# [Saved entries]

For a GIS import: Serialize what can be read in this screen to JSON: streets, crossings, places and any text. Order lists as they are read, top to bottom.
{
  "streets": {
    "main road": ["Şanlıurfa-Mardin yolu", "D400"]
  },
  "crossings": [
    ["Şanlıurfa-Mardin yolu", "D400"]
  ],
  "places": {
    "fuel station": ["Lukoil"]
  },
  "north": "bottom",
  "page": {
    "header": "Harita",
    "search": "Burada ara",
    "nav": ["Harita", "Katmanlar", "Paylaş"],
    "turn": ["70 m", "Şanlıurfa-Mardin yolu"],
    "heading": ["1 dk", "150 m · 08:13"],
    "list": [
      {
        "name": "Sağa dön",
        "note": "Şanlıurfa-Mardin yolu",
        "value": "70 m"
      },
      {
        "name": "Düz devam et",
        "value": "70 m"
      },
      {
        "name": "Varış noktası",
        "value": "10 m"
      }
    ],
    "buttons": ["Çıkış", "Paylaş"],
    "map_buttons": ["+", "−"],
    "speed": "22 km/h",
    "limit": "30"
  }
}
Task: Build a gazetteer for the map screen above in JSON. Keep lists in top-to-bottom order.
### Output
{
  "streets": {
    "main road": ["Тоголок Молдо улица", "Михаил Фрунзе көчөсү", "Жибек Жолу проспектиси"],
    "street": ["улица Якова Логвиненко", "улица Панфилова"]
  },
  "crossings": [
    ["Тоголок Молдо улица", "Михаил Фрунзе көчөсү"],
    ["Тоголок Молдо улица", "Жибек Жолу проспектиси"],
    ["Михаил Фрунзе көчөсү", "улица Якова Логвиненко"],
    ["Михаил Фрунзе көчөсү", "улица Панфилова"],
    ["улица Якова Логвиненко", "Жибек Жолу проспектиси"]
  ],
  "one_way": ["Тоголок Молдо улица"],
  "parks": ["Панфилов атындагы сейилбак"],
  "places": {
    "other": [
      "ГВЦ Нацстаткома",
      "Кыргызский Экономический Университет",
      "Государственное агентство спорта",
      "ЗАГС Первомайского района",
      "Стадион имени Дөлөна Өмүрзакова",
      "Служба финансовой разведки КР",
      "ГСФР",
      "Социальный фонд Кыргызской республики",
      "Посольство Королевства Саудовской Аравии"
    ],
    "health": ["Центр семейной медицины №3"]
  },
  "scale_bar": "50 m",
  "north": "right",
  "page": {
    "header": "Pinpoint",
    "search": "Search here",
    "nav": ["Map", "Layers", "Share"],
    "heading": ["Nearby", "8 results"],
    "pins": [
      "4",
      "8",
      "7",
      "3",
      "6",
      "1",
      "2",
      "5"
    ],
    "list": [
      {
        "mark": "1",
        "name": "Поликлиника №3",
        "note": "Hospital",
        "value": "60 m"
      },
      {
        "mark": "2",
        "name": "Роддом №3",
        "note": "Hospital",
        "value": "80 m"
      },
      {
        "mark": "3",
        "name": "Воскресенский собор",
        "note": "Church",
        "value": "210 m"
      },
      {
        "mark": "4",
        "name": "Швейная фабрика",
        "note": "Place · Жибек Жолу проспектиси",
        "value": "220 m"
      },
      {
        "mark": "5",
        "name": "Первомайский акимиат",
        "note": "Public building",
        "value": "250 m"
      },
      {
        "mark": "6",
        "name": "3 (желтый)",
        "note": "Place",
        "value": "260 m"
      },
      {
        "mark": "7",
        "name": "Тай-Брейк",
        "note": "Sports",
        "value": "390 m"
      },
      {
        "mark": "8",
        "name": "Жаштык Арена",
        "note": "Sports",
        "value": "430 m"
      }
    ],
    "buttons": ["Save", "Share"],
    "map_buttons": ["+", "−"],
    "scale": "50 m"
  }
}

# [TASK STATEMENT]
Copy out all the lines of the records that include "Панфилова".

# [TASK RESPONSE]
    "street": ["улица Якова Логвиненко", "улица Панфилова"]
    ["Михаил Фрунзе көчөсү", "улица Панфилова"],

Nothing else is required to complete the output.